Thursday, April 7, 2011

Paul Ryan's Budget Proposal

WASHINGTON, DC - APRIL 05:  U.S. Rep. Paul Rya...Image by Getty Images via @daylife


Wisconsin Republican and House Budget Committee Chairman Paul Ryan compares his recently introduced budget plan to the proposals for welfare reform enacted during the 1990s.

“This budget,” Ryan proclaimed, “extends those successes . . . to ensure that America’s safety net does not become a hammock that lulls able-bodied citizens into lives of complacency and dependency.”

I agree with Washington Post contributor Ruth Marcus: when she say “Paul Ryan is wrong about the safety net.” ” Nothing justifies spending nearly $700 billion to extend tax cuts on the wealthiest Americans while cutting even more, $771 billion, of health care for the poorest."

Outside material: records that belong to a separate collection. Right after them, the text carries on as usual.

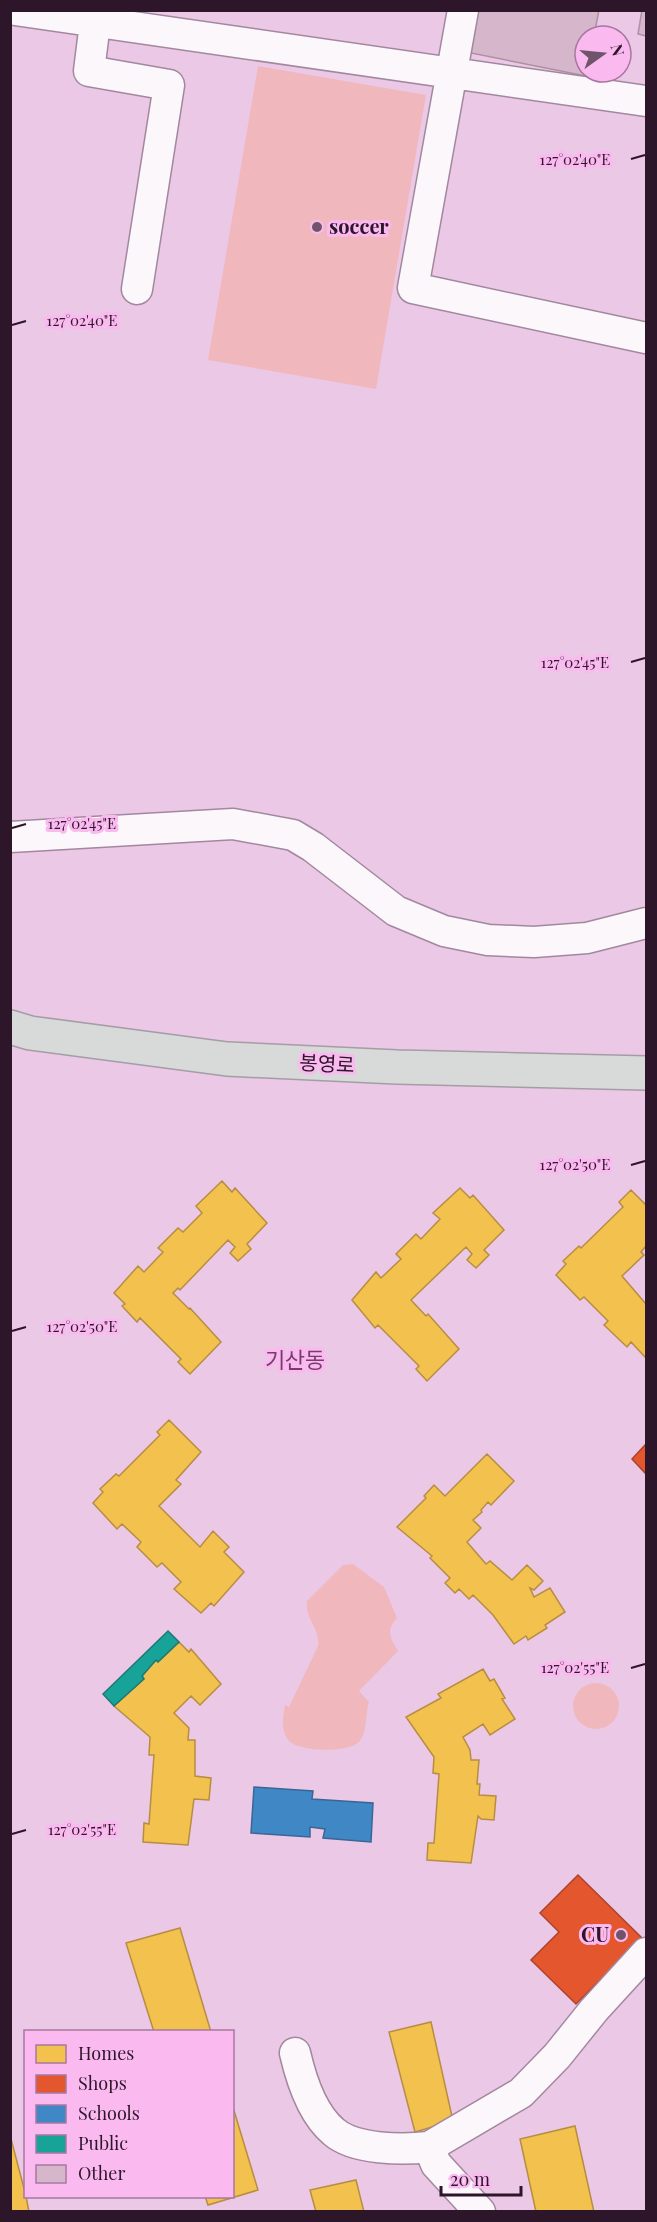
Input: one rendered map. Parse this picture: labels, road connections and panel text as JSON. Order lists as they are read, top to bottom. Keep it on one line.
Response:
{"streets":{"highway":["봉영로"]},"districts":["기산동"],"places":["soccer","CU"],"legend":["Homes","Shops","Schools","Public","Other"],"scale_bar":"20 m","north":"right","coordinates":["127°02'40\"E","127°02'45\"E","127°02'50\"E","127°02'55\"E"]}
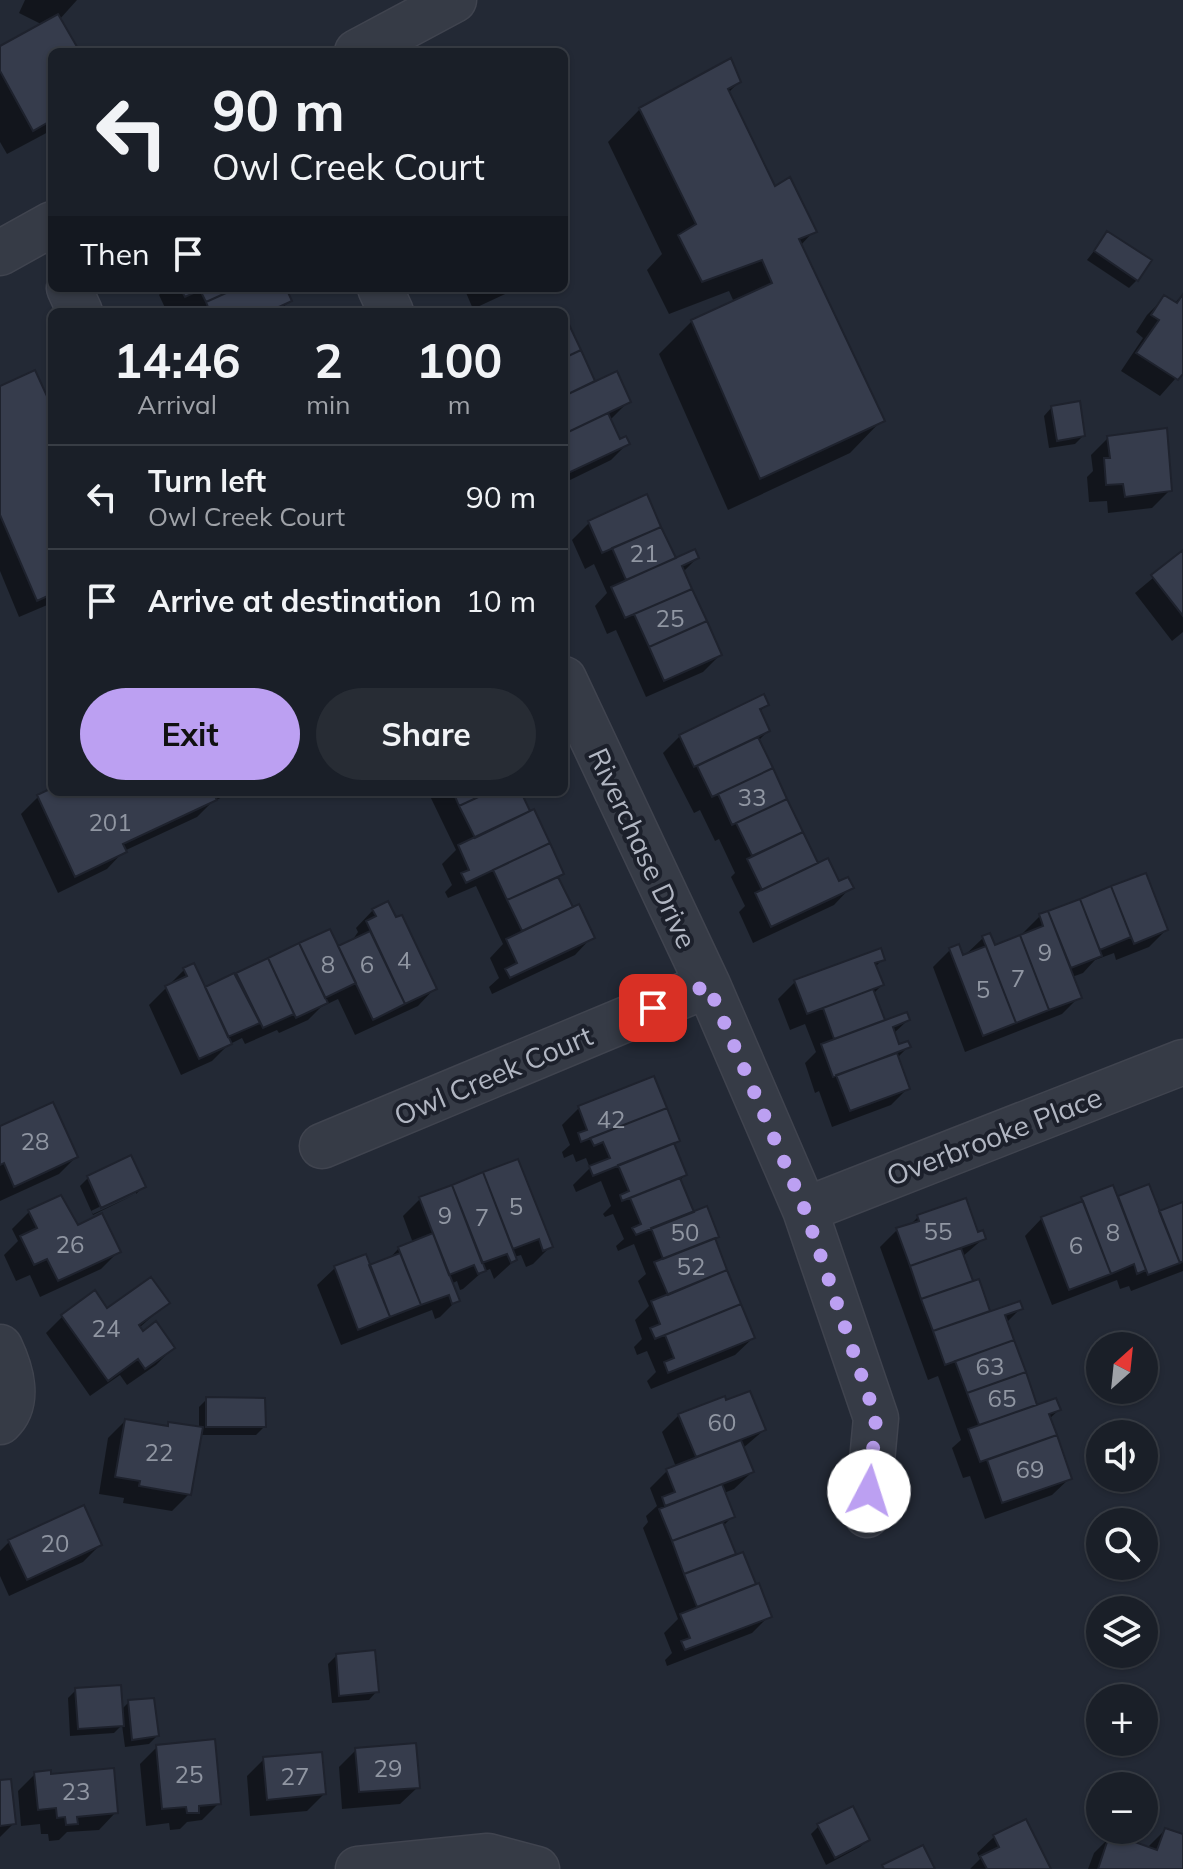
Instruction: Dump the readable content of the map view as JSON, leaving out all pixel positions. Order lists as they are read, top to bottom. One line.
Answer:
{"streets":{"street":["Riverchase Drive","Owl Creek Court","Overbrooke Place"]},"crossings":[["Riverchase Drive","Owl Creek Court"],["Riverchase Drive","Overbrooke Place"]],"house_numbers":["21","25","33","201","9","4","8","6","7","5","42","28","5","9","7","55","50","8","26","6","52","24","63","65","60","22","69","20","29","25","27","23"],"north":"top right","page":{"turn":["90 m","Owl Creek Court"],"then":"Then","eta":["14:46","Arrival","2","min","100","m"],"list":[{"name":"Turn left","note":"Owl Creek Court","value":"90 m"},{"name":"Arrive at destination","value":"10 m"}],"buttons":["Exit","Share"],"map_buttons":["+","−"]}}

Here's some other information Marcus shares:

  • Adults without children get no federal help for health coverage, even if they are living below the poverty level ($10,890 in 2011). The health-care law would expand Medicaid coverage to poor childless adults in 2014, but, of course, Ryan would undo that change.
  • The average household receiving food stamps gets about $133.70 a month ($4.46 a day) for each family member, according to the Center on Budget and Policy Priorities. To be eligible for food stamps, a household’s income must be no more than 130 percent of the poverty level ($23,800 for a family of three). Except during economic downturns, childless adults generally are limited to three months of help.
  • Half of Medicare beneficiaries had incomes less than $21,000 in 2010, according to the Kaiser Family Foundation. That low figure is skewed in part because of the paltry median income ($14,387) among Medicare recipients with disabilities, but the median income among those 65 to 74 was just $26,255. Americans older than 75 live on even less.

  • Ryan says he would transform Medicaid into a block grant for states — but the amount would grow only with population and overall inflation. Because health care costs have tended to grow faster, the states over time would inevitably end up cutting poor people off their rolls and limiting benefits for the ones who remain. In a downturn, with state budgets strapped and more people in need, the change would hit hardest, in contrast to the current countercyclical effect of Medicaid. He would turn the food stamp program into a block grant as well, with similarly perverse effects.
Ryan proposes to cut $6 trillion in federal spending over the next ten years by phasing out Medicare, the federal health care program that currently covers 47 million senior citizens and disabled people, ending Medicaid, the federal-state health program for the poor, and drastically cutting food stamps, education, transportation, environmental protection, food safety, farm subsidies and other services, as well as slashing the jobs and pensions of federal workers.

The more you read and understand about the Republican attack on the current health systems for the working class, you'll be more prepared to say good-bye to Medicare and Medicaid for the next generation, all the Health care benefits of the Affordable Care legislation and all the other health care benefits that every other civilized country provides for its citizens. But, at least we'll have tax cuts for the wealthiest 2 per cent of the population. Or maybe we need to wake up and smell the coffee before some of these proposals become the law of the land.